(Dataset entries)

Start of Block

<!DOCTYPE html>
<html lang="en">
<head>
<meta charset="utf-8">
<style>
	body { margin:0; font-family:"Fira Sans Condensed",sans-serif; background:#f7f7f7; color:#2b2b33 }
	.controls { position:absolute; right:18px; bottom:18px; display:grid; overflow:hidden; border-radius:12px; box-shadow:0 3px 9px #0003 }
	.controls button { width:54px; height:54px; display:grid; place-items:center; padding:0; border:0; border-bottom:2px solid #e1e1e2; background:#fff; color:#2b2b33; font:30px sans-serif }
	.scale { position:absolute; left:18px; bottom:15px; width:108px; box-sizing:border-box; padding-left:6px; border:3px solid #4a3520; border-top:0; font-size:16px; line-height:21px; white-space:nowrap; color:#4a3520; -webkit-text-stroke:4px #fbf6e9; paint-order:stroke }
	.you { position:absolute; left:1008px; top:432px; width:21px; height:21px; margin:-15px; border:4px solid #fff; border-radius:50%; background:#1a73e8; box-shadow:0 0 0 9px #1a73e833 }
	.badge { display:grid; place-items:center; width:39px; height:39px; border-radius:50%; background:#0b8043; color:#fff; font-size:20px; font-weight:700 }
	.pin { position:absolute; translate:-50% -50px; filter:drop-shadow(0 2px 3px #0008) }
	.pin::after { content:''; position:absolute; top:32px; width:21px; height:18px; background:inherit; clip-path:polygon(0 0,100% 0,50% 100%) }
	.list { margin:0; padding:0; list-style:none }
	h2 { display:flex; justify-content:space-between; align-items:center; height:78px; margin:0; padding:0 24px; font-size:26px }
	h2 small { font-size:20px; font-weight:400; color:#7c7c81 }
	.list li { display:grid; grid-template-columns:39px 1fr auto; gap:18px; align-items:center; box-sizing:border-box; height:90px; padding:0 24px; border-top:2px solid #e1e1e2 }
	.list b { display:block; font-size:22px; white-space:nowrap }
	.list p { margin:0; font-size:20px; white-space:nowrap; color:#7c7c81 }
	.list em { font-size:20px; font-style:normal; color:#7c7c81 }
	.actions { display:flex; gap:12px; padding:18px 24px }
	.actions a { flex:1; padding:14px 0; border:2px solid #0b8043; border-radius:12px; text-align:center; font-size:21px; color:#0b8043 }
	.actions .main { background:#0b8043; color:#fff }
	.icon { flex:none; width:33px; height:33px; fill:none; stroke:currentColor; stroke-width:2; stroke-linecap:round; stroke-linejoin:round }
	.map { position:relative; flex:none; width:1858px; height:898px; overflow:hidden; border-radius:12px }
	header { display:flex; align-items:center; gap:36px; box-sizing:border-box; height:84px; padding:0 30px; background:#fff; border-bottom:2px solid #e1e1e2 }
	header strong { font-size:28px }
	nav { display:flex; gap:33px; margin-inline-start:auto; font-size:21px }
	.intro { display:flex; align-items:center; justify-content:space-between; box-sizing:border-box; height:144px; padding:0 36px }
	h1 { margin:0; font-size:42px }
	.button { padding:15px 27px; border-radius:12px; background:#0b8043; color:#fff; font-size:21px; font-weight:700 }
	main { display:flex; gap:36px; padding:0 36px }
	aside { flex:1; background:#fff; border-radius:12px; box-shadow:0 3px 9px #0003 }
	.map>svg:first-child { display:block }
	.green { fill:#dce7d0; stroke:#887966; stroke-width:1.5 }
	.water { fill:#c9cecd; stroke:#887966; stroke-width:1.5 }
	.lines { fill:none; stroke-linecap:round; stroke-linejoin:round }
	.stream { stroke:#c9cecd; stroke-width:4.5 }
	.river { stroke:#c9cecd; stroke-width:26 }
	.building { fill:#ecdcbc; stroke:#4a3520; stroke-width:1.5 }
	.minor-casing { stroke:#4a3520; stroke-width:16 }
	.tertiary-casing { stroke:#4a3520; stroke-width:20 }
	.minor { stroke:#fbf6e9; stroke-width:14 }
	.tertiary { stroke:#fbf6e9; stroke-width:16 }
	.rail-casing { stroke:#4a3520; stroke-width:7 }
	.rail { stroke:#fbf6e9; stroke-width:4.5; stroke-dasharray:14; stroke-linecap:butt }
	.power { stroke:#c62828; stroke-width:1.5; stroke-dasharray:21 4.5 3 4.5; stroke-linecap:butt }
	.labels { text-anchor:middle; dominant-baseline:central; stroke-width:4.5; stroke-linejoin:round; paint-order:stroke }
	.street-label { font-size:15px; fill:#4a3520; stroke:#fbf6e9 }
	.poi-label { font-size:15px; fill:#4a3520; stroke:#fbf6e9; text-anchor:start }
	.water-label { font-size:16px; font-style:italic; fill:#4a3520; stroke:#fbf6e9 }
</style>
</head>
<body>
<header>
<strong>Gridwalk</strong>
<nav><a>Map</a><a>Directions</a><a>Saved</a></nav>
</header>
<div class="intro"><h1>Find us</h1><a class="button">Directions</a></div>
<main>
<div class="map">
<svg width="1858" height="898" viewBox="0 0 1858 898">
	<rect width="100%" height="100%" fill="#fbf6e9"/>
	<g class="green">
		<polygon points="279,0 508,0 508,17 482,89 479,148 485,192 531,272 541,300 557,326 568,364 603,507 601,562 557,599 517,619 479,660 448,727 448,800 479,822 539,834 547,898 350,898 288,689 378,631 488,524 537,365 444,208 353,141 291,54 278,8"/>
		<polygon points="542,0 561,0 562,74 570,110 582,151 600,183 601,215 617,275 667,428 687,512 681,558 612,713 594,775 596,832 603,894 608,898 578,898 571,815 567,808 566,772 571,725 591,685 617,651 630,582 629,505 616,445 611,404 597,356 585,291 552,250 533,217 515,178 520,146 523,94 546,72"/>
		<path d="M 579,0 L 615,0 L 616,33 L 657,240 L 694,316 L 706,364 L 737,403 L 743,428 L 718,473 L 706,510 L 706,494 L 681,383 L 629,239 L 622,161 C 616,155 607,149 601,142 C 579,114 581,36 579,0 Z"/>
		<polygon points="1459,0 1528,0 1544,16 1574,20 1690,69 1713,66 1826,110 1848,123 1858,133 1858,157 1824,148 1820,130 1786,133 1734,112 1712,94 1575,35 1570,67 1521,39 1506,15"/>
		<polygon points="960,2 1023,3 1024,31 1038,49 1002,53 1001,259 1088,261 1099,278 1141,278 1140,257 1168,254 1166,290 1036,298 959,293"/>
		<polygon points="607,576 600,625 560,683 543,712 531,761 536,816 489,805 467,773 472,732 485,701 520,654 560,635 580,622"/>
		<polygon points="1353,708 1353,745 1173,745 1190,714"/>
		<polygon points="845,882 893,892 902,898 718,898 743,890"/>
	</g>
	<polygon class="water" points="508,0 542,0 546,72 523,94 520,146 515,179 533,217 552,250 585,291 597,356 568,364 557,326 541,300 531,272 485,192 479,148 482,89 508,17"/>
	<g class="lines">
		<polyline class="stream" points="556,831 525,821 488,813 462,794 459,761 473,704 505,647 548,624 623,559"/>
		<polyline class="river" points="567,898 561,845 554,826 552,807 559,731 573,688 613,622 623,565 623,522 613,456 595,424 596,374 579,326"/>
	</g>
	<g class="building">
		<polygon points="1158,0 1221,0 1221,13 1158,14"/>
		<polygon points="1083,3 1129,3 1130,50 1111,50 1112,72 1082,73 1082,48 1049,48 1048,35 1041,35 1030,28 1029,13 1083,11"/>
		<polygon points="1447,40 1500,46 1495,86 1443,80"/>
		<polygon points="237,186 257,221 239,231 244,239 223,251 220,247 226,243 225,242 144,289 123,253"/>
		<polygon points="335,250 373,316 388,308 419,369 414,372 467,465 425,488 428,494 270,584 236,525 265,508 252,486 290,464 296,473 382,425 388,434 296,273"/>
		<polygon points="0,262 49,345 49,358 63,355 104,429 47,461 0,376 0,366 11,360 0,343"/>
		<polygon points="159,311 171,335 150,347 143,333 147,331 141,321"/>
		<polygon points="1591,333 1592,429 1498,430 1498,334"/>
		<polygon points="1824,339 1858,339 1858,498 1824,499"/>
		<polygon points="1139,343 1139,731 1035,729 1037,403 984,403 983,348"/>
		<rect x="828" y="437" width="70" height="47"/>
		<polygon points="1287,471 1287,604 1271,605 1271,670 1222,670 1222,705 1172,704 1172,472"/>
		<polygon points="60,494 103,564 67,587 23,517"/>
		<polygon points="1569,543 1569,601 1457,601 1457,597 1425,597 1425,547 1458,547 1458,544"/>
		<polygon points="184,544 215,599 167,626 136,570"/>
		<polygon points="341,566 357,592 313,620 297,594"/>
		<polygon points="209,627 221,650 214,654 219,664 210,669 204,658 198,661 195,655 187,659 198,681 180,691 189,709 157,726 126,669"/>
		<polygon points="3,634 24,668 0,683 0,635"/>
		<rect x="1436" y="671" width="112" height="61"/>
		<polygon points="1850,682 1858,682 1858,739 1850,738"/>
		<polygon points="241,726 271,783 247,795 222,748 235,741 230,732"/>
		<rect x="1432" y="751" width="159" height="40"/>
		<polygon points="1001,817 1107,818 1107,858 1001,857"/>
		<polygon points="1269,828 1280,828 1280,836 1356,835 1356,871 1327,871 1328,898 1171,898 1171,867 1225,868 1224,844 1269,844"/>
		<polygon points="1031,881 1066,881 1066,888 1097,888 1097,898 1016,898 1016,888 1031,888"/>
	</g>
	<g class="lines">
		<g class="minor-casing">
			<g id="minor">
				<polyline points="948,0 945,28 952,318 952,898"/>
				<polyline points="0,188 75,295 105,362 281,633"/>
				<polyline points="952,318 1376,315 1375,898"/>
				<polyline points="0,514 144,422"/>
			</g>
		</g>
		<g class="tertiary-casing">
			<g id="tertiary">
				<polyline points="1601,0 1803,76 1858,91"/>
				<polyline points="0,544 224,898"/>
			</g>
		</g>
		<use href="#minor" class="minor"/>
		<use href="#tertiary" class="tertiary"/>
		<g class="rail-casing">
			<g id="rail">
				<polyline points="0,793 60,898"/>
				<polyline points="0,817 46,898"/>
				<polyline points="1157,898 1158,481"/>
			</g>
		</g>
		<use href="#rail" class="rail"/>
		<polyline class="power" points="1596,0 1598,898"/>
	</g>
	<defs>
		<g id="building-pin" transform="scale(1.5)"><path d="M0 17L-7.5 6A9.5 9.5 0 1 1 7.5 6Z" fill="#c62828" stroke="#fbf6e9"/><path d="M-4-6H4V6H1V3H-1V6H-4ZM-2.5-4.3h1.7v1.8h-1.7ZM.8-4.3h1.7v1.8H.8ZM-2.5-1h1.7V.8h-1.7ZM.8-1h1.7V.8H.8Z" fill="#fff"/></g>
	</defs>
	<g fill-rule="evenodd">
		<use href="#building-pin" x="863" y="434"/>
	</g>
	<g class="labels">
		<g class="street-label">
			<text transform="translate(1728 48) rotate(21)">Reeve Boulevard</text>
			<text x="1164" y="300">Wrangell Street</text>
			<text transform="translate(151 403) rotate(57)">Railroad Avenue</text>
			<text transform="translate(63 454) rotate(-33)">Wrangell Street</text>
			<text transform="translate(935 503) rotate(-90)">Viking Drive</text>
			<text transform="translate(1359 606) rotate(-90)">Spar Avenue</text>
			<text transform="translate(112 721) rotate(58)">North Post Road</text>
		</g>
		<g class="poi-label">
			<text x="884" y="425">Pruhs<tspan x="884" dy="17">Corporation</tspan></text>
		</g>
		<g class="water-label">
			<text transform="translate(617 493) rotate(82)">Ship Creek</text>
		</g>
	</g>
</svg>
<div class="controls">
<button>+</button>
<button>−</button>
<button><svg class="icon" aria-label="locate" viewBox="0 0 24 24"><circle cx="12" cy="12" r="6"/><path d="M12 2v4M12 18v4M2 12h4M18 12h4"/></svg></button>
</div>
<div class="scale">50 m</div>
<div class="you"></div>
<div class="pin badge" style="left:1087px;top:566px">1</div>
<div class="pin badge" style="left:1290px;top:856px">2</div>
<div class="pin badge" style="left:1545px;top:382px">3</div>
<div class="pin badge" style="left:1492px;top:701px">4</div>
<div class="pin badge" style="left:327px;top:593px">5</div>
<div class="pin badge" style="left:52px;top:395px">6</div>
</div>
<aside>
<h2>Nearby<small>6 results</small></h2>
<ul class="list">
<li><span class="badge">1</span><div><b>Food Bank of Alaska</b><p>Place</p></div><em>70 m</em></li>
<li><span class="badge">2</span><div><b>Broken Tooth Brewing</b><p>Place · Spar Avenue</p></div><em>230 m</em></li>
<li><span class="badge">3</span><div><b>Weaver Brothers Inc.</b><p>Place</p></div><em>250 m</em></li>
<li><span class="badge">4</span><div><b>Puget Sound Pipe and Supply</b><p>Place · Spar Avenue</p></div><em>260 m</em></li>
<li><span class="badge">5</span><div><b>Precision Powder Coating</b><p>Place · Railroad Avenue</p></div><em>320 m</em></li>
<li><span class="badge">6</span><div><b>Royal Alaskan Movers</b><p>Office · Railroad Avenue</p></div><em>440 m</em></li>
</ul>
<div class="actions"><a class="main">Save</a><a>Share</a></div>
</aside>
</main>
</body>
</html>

End of Block

▶ [Task details] Starting with the first line of the records, repeat every line up to and including the one containing "position:absolute; right:18px; bottom:18px;", and nothing else.

▶ [Your response]
<!DOCTYPE html>
<html lang="en">
<head>
<meta charset="utf-8">
<style>
	body { margin:0; font-family:"Fira Sans Condensed",sans-serif; background:#f7f7f7; color:#2b2b33 }
	.controls { position:absolute; right:18px; bottom:18px; display:grid; overflow:hidden; border-radius:12px; box-shadow:0 3px 9px #0003 }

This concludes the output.